The earliest indisputable tradition of Christianity in Lebanon can be traced back to Saint Maron in the 4th century, the founder of national and ecclesiastical Maronitism. Saint Maron adopted an ascetic, reclusive life on the banks of the Orontes river near HomsSyria and founded a community of monks who preached the Gospel in the surrounding area. The Saint Maron Monastery was too close to Antioch, making the monks vulnerable to emperor Justinian II’s persecution. To escape persecution, Saint John Maron, the first Maronite patriarch-elect, led his monks into the Lebanese mountains; the Maronite monks finally settled in the Qadisha valley.
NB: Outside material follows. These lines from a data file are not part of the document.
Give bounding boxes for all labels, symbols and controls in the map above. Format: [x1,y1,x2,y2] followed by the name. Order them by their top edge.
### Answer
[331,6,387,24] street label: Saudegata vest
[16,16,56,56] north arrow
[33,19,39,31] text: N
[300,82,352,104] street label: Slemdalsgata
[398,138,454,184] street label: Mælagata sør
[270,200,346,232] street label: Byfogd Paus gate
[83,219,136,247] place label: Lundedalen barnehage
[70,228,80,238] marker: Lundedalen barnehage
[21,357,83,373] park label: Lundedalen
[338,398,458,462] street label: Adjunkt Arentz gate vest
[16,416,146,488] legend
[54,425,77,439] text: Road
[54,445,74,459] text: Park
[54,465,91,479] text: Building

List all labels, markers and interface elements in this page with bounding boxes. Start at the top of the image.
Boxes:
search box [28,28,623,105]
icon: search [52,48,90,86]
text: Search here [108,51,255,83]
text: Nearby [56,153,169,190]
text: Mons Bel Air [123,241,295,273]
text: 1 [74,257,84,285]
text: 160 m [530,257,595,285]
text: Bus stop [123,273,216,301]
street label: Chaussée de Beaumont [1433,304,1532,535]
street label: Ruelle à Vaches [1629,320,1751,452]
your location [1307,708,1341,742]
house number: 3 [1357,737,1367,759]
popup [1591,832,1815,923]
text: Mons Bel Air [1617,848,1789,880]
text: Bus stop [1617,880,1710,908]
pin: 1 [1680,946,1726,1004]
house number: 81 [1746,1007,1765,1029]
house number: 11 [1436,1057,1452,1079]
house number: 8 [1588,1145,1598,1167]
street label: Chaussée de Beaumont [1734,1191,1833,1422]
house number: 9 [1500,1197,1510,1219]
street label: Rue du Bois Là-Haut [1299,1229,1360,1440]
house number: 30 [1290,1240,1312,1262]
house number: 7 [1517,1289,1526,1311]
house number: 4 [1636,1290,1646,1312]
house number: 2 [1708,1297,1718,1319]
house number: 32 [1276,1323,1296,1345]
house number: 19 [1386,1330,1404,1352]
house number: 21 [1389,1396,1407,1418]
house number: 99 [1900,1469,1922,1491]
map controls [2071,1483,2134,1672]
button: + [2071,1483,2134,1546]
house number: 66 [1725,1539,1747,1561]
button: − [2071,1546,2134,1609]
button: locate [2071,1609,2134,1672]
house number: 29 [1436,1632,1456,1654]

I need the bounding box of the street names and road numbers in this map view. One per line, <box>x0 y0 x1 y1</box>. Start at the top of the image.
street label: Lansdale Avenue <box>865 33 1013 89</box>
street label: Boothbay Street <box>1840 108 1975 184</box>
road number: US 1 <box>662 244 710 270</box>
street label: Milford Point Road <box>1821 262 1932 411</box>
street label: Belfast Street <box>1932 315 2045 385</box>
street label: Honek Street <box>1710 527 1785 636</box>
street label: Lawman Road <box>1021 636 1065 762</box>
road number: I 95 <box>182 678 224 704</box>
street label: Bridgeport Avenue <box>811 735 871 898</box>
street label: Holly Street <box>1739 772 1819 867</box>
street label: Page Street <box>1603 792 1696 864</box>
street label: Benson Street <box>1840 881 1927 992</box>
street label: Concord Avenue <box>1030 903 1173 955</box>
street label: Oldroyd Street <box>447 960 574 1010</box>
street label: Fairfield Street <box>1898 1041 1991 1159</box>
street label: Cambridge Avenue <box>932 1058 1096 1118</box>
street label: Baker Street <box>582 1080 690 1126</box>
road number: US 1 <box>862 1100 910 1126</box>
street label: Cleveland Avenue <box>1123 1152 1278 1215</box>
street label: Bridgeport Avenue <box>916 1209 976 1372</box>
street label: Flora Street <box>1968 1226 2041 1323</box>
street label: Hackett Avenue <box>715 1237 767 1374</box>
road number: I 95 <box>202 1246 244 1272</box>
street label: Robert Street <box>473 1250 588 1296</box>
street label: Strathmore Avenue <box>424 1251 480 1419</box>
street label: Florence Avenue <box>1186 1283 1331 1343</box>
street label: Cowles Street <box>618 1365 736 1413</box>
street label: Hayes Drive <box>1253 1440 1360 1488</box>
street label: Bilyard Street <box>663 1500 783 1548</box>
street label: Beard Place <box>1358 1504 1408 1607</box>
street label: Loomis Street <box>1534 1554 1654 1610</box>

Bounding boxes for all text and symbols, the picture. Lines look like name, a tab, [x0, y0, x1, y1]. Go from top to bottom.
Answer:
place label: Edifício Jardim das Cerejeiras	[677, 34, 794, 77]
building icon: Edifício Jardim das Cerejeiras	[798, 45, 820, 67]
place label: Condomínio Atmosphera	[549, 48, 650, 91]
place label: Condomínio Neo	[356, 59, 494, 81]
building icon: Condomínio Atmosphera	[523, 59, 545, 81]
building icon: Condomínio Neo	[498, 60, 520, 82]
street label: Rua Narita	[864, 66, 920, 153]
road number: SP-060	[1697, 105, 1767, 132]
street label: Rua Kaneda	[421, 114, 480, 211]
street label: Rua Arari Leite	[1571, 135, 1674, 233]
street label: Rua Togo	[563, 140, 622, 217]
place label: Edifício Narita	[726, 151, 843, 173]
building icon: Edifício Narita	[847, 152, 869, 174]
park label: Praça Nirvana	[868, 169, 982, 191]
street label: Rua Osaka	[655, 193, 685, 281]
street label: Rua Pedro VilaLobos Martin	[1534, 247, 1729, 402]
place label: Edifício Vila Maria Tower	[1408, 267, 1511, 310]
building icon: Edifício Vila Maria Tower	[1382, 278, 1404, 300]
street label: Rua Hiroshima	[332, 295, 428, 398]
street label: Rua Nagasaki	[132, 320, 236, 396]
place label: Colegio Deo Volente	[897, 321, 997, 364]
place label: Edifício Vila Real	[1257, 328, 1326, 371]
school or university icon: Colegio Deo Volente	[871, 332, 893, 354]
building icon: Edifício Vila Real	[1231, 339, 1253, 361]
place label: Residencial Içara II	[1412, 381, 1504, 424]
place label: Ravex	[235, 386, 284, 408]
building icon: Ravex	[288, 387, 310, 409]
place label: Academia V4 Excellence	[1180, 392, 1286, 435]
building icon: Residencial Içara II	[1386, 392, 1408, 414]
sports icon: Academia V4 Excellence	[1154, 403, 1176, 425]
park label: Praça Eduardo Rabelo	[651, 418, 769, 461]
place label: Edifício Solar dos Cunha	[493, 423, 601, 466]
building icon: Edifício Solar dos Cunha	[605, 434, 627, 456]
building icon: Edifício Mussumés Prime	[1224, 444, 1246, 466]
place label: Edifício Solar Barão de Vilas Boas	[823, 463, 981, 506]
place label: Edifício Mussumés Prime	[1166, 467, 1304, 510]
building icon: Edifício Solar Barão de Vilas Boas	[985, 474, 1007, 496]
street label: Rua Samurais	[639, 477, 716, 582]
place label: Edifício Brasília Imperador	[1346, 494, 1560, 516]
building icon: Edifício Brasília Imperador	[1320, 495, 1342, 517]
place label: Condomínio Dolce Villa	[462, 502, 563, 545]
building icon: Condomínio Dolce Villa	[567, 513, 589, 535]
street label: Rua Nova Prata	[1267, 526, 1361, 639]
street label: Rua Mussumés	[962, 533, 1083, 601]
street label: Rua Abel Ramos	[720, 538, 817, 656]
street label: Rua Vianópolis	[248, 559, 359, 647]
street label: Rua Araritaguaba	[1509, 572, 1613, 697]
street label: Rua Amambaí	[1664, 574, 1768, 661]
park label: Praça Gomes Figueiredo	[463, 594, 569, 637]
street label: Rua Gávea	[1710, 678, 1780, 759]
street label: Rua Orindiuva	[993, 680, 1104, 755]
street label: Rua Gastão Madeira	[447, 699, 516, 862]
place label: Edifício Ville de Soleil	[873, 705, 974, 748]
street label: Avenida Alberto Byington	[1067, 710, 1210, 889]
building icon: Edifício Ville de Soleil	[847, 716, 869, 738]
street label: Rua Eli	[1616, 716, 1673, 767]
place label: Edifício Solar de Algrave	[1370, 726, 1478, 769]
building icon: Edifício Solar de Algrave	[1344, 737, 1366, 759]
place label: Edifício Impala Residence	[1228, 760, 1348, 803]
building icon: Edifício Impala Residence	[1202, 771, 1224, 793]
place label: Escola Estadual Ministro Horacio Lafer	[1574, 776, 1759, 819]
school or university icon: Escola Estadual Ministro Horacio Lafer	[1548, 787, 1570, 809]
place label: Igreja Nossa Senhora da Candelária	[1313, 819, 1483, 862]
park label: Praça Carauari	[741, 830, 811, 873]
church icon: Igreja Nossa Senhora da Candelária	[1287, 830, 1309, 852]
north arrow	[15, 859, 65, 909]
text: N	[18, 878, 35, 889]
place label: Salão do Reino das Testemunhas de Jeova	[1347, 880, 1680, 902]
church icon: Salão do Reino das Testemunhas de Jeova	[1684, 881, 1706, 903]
During the Muslim conquest, Muslims persecuted the Christians, particularly the Maronites, with the persecution reaching a peak during the Umayyad caliphate. Nevertheless, the influence of the Maronite establishment spread throughout the Lebanese mountains and became a considerable feudal force[citation needed]. After the Muslim Conquest, the Maronite Church became isolated and did not reestablish contact with the Church of Rome until the 12th century.[23] According to Kamal Salibi some Maronites may have been descended from an Arabian tribe, who immigrated thousands of years ago from the Southern Arabian peninsula. Salibi maintains "It is very possible that the Maronites, as a community of Arabian origin, were among the last Arabian Christian tribes to arrive in Syria before Islam".[23] Many Lebanese Christians reject this however, and point out that they are of pre Arab origin.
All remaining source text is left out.